I know that I say I despise a lot of things on this blog. I just ranted about that dumb cucumber scene from Men.com, but now we’re moving onto a whole new thing that deserves some hate! Presenting… the BallBag Face Mask!
The face mask in question is basically just a silicone mask that looks like a wrinkly sack of balls. It’s sold by BillysBallBags.com, a site that only sells testicle-centric merchandise, and will run you around £24.99.
I personally think that this is one of the dumbest things I’ve ever seen, but apparently I’m the only one. The site now has a notice on the item’s page that “due to high demand,” the item is currently not available for purchase.
Maybe people are just purchasing these as gag gifts for Christmas. I mean, at least I hope they are. I’ll honestly bully someone if I see them seriously wearing this and walking around a grocery store with just a giant pair of balls on their face.
Okay, so you know I fucking hate this shit. What about you? Are you a fan? Would you ever be caught dead wearing some balls on your face? Sound off below. (Oh, and if you’re curious, those big ol’ balls in the above header photo belong to Hoytt Walker in Beards, Bulges, and Ballsacks!)

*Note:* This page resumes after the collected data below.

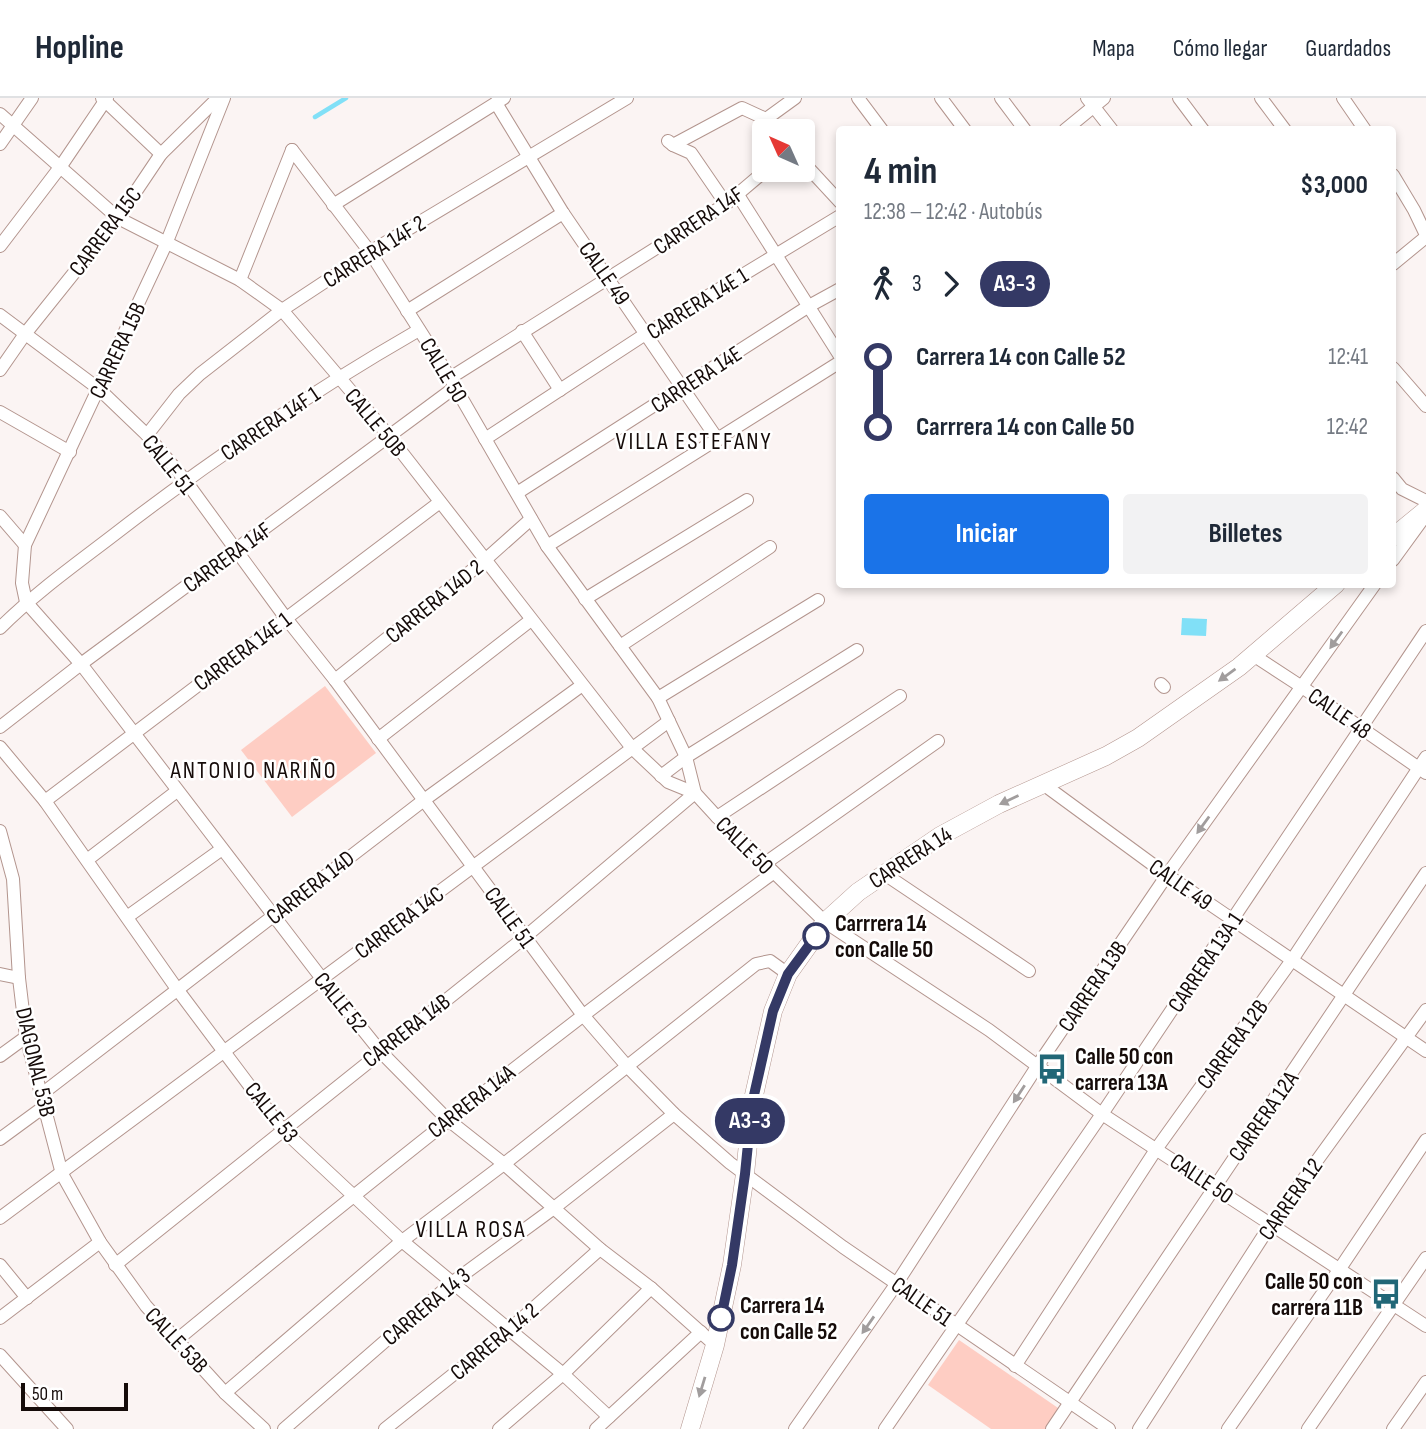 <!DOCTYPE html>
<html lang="es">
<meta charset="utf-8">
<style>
body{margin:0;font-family:"Sofia Sans Condensed",sans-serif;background:#f2f2f3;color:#1f2937;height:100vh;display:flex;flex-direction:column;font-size:26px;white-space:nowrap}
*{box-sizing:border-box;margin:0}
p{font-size:23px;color:#747a83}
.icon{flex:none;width:38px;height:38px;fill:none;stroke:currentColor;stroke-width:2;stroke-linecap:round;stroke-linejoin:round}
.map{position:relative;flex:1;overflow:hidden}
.panel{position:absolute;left:836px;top:28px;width:560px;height:462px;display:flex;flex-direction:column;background:#fff;border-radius:7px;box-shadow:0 4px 10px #0003}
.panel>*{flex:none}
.badge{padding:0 14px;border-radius:23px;font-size:24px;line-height:46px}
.needle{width:46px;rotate:315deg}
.buttons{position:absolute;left:752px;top:21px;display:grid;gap:14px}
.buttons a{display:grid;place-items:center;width:63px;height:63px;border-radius:7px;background:#fff;box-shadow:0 4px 10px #0003;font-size:35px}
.scale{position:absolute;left:21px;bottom:18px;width:107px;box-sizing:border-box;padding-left:7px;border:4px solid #150b09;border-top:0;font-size:19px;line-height:24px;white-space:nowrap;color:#150b09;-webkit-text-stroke:5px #fff;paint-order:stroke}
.map>.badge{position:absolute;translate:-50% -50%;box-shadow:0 0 0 4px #fff}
.legs{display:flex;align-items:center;gap:10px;height:77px;padding:0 28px;font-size:23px}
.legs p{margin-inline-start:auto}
.headline{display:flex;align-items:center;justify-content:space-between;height:119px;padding:0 28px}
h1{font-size:38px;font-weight:700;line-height:52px}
.primary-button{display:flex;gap:14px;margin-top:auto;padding:14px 28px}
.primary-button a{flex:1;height:80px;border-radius:7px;background:#1a73e8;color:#fff;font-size:28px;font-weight:700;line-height:80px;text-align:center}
.primary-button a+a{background:#f2f2f3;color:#1f2937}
ul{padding:0 28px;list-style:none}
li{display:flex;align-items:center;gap:24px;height:70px;font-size:26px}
li i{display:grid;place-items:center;width:10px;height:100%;margin:0 9px;background:currentColor}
li i::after{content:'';width:18px;height:18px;margin:-9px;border:5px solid;border-radius:50%;background:#fff}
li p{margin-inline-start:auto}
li:first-child i{background:linear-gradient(#0000 50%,currentColor 0)}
li:last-child i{background:linear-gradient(currentColor 50%,#0000 0)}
header{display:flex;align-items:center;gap:42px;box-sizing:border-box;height:98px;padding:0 35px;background:#fff;border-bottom:2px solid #e0e1e3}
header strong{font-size:33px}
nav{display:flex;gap:38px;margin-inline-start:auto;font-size:24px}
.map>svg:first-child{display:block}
.green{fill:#fecdc3}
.water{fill:#81e0f7}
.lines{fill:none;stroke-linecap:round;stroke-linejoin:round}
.stream{stroke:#81e0f7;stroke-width:4.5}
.street-casing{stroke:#b3958e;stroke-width:14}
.secondary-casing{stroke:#b3958e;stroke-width:19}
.street{stroke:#fff;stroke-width:12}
.secondary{stroke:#fff;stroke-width:18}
.oneway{fill:#a19d9d}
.line-1-casing{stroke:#fff;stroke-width:16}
.line-1{stroke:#343965;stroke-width:10}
.stop-1-dot{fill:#fff;stroke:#343965;stroke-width:3.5}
.labels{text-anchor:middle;stroke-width:5;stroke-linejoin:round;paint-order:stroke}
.street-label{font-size:23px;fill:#150b09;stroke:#fff}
.stop-label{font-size:23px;font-weight:bold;fill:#150b09;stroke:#fff;text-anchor:start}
.poi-label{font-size:23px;font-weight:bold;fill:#150b09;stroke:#fff;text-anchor:start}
.neighbourhood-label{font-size:24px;letter-spacing:2px;fill:#150b09;stroke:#fff}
</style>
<header>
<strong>Hopline</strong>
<nav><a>Mapa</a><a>Cómo llegar</a><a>Guardados</a></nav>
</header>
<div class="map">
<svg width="1426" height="1331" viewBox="0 0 1426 1331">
<rect width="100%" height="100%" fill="#fbf4f3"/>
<g class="green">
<polygon points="325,588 376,655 292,719 241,652"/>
<polygon points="959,1242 1061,1312 1049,1331 991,1331 928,1287"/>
</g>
<polygon class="water" points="1182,520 1207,521 1206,538 1181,537"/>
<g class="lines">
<polyline class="stream" points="315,19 346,0"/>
<g class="street-casing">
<g id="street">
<polyline points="102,0 161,56"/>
<polyline points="224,0 166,146 25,447 22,485 26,504 81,566 323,882 380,953 447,1021 504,1066 600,1151 651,1190 715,1247"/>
<polyline points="858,0 882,32"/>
<polyline points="941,0 965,32"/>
<polyline points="1001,0 1025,32"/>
<polyline points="1087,0 1112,32"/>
<polyline points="1179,0 1203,32"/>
<polyline points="1261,0 1285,32"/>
<polyline points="1343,0 1365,32"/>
<polyline points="496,5 563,115 718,342"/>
<polyline points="0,16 118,120 240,182 282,212 389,338 632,650 668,684 695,695"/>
<polyline points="766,21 795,0"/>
<polyline points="1065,32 1104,0"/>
<polyline points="668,43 673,47 742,10 766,21 776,33"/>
<polyline points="0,46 32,0"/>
<polyline points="673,47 691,55 726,106"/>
<polyline points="292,52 370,154 450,280 547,448 658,600 686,659 695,695 717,719 825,824 989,932 1102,1016 1426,1228"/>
<polyline points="803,64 840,104"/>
<polyline points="1393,77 1414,112 1426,137"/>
<polyline points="738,97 840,258"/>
<polyline points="333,107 504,0"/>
<polyline points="0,148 61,68 107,0"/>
<polyline points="1393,166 1426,139"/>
<polyline points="240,182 292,52"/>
<polyline points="407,213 563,115"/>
<polyline points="0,217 99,291 147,337 185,382 285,519 335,582 582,916 626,967 674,1016 730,1065 843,1149 1109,1331"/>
<polyline points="522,233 560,292"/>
<polyline points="1393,270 1426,308"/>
<polyline points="0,272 25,236 118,120 161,56 218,0"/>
<polyline points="450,280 726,106 766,72"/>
<polyline points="0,314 70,354"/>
<polyline points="147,337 179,296 200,276 282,212 370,154 627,0"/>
<polyline points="485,341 647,235 840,118"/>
<polyline points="1393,380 1402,391 1426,403"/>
<polyline points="517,395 809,208 840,191"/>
<polyline points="0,418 25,447"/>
<polyline points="547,448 840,264"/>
<polyline points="1393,462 1422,422"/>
<polyline points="585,501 747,402"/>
<path d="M0 530C35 495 76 466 115 436 212 361 313 293 419 232"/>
<polyline points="620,548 770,449"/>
<polyline points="1253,557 1302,589 1426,675"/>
<polyline points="335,582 485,462 531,421"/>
<polyline points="1161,586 1164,589"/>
<polyline points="658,600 818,502"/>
<polyline points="0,629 81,566 454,290"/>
<polyline points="378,641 531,522"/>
<polyline points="0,649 45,703 177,891 282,1031 402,1143 563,1276 609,1319"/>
<polyline points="661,678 686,659 857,552"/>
<polyline points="1043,686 1167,777 1426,953"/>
<polyline points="45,703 440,404"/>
<polyline points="717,719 900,598"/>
<polyline points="0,733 13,781 19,880 26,939 62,1076 100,1144 146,1208 225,1295 264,1331"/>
<polyline points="87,762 177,693"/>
<polyline points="764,766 938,643"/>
<polyline points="883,775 1029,873"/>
<polyline points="127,819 222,751"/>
<polyline points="0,876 19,880"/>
<polyline points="0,958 26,939"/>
<polyline points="43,995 424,702 581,588"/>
<polyline points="0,1041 45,1008"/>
<polyline points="0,1120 669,623"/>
<polyline points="0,1167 27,1200"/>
<polyline points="115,1167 525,839 695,695"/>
<polyline points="0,1220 100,1144"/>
<path d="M178 1241C372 1081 569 924 773 775"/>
<polyline points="0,1257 67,1331"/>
<polyline points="1015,1268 1157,1050 1292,862 1426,659"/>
<polyline points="225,1295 402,1143 504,1066 756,866 770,863 788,876"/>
<polyline points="284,1331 453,1184 554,1110 674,1016"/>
<polyline points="385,1331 509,1232 600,1151"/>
<polyline points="499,1331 563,1276 651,1190"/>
<polyline points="596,1331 701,1234"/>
<polyline points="795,1331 897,1185 1038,967 1167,777 1375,486"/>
<polyline points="885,1331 1102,1016 1426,533"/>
<polyline points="1052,1331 1426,775"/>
<polyline points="1139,1331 1271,1126 1426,912"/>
<polyline points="1228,1331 1339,1172 1426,1042"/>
<polyline points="1308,1331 1426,1160"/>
<polyline points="1393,1331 1426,1284"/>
</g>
</g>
<g class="secondary-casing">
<g id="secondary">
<polyline points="1393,439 1426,412"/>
<polyline points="690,1331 715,1247 732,1167 745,1076 752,1006 773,913 788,876 825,824 858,794 940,738 999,706 1106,658 1138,640 1239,569 1336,486"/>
</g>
</g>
<use href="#street" class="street"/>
<use href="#secondary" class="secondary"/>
</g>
<defs><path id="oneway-solid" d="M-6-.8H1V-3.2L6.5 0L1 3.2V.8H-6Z" transform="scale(1.75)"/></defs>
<g class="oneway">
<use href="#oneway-solid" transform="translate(1336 542) rotate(126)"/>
<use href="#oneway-solid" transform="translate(1227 577) rotate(144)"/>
<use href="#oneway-solid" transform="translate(1009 702) rotate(155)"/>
<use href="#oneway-solid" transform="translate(1203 727) rotate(126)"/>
<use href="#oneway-solid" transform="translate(1019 996) rotate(123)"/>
<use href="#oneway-solid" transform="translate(868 1227) rotate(125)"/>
<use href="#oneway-solid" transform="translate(702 1289) rotate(107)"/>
</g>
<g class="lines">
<g class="line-1-casing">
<polyline id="line-1" points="721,1220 732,1167 745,1076 752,1006 773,913 788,876 816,838"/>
</g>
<use href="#line-1" class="line-1"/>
</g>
<defs>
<g id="bus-bare" transform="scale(2.415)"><path d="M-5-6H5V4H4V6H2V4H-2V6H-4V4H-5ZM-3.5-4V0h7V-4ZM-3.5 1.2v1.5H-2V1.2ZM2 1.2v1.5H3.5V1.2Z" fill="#216777" stroke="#fff" stroke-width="2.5" paint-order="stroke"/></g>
</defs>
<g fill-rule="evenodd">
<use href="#bus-bare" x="1052" y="971"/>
<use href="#bus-bare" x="1386" y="1196"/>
</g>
<g class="stop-1-dot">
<circle cx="816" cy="838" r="12"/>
<circle cx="721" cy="1220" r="12"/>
</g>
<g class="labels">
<g class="street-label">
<text transform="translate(698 122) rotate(-34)" y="8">CARRERA 14F</text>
<text transform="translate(105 133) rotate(-53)" y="8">CARRERA 15C</text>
<text transform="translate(374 153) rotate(-32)" y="8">CARRERA 14F 2</text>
<text transform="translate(605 175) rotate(55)" y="8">CALLE 49</text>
<text transform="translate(697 205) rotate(-32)" y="8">CARRERA 14E 1</text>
<text transform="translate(117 252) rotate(-65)" y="8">CARRERA 15B</text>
<text transform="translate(444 272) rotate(59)" y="8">CALLE 50</text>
<text transform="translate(696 281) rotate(-33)" y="8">CARRERA 14E</text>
<text transform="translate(376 324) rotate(50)" y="8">CALLE 50B</text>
<text transform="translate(270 325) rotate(-34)" y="8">CARRERA 14F 1</text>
<text transform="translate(169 366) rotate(51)" y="8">CALLE 51</text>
<text transform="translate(227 459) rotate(-36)" y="8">CARRERA 14F</text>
<text transform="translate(434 503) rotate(-39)" y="8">CARRERA 14D 2</text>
<text transform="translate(242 553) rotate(-37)" y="8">CARRERA 14E 1</text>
<text transform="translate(1340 615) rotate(35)" y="8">CALLE 48</text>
<text transform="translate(745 747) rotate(45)" y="8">CALLE 50</text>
<text transform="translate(910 759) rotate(-33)" y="8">CARRERA 14</text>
<text transform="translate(1181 786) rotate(35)" y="8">CALLE 49</text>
<text transform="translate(310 789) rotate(-38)" y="8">CARRERA 14D</text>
<text transform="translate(510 819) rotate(54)" y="8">CALLE 51</text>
<text transform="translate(399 824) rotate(-37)" y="8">CARRERA 14C</text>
<text transform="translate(1205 864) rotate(-56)" y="8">CARRERA 13A 1</text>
<text transform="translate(1092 888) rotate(-56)" y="8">CARRERA 13B</text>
<text transform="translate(341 904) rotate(51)" y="8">CALLE 52</text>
<text transform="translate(406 932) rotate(-38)" y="8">CARRERA 14B</text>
<text transform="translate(1232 946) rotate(-54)" y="8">CARRERA 12B</text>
<text transform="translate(36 964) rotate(77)" y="8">DIAGONAL 53B</text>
<text transform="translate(471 1003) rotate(-38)" y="8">CARRERA 14A</text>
<text transform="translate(272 1014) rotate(51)" y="8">CALLE 53</text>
<text transform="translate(1263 1018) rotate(-55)" y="8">CARRERA 12A</text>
<text transform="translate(1202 1080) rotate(34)" y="8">CALLE 50</text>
<text transform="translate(1290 1101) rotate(-55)" y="8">CARRERA 12</text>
<text transform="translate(922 1203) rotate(35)" y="8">CALLE 51</text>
<text transform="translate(426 1208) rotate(-40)" y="8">CARRERA 14 3</text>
<text transform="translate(177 1242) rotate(47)" y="8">CALLE 53B</text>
<text transform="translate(494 1243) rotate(-40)" y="8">CARRERA 14 2</text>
</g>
<g class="stop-label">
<text x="835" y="833">Carrrera 14<tspan x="835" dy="26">con Calle 50</tspan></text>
<text x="740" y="1215">Carrera 14<tspan x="740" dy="26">con Calle 52</tspan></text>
</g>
<g class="poi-label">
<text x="1075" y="966">Calle 50 con<tspan x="1075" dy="26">carrera 13A</tspan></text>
<text x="1363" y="1191" text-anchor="end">Calle 50 con<tspan x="1363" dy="26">carrera 11B</tspan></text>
</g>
<g class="neighbourhood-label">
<text x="694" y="351">VILLA ESTEFANY</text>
<text x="254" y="680">ANTONIO NARIÑO</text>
<text x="471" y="1139">VILLA ROSA</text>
</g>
</g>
</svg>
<div class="buttons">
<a><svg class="needle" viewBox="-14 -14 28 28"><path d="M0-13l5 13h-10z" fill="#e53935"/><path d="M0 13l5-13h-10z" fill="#747a83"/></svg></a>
</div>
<div class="scale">50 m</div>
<b class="badge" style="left:750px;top:1023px;background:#343965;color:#fff">A3-3</b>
<section class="panel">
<div class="headline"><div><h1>4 min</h1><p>12:38 – 12:42 · Autobús</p></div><b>$3,000</b></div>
<div class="legs"><svg class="icon" aria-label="walk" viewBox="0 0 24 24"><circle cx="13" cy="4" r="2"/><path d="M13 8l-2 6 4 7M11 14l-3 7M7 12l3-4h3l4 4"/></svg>3<svg class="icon" aria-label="forward" viewBox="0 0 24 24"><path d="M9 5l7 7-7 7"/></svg><b class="badge" style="background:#343965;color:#fff">A3-3</b></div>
<ul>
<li><i style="color:#343965"></i><b>Carrera 14 con Calle 52</b><p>12:41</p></li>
<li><i style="color:#343965"></i><b>Carrrera 14 con Calle 50</b><p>12:42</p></li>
</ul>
<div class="primary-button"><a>Iniciar</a><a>Billetes</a></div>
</section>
</div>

They can make a sample of me.
I prefer balls to be real in in my mouth ! All they need is a slit on their head and they would a true dick head,!
Somehow I just can’t stop laughing. That being said, why not? This is America, the land of opportunity and if someone wants to wear this scrotum shaped face mask, who ‘am I to judge. This kind of reminds me of a T shirt i swy a guy in downtown San Francisco wear some time ago that had the caption ‘oral sex is a dark and lonely job but somebody’s got to do it’ Really, hope the designer and merchant make a killing on this.
@WILLIAM “BILL” MOORE, next time do your research. They are not an American invention, or entity.
“I personally think that this is one of the dumbest things I’ve ever seen”
It is. But it’s also really funny.
Gross!
Anyone who would order this POS, is a sex deviant psychopath!
ME!!
They have a rectal douche with the insertable section shaped like a penis. I imagine this Billy person to a 22 year old entrepreneur, which means that he’s probably 52 and doing this on a lark.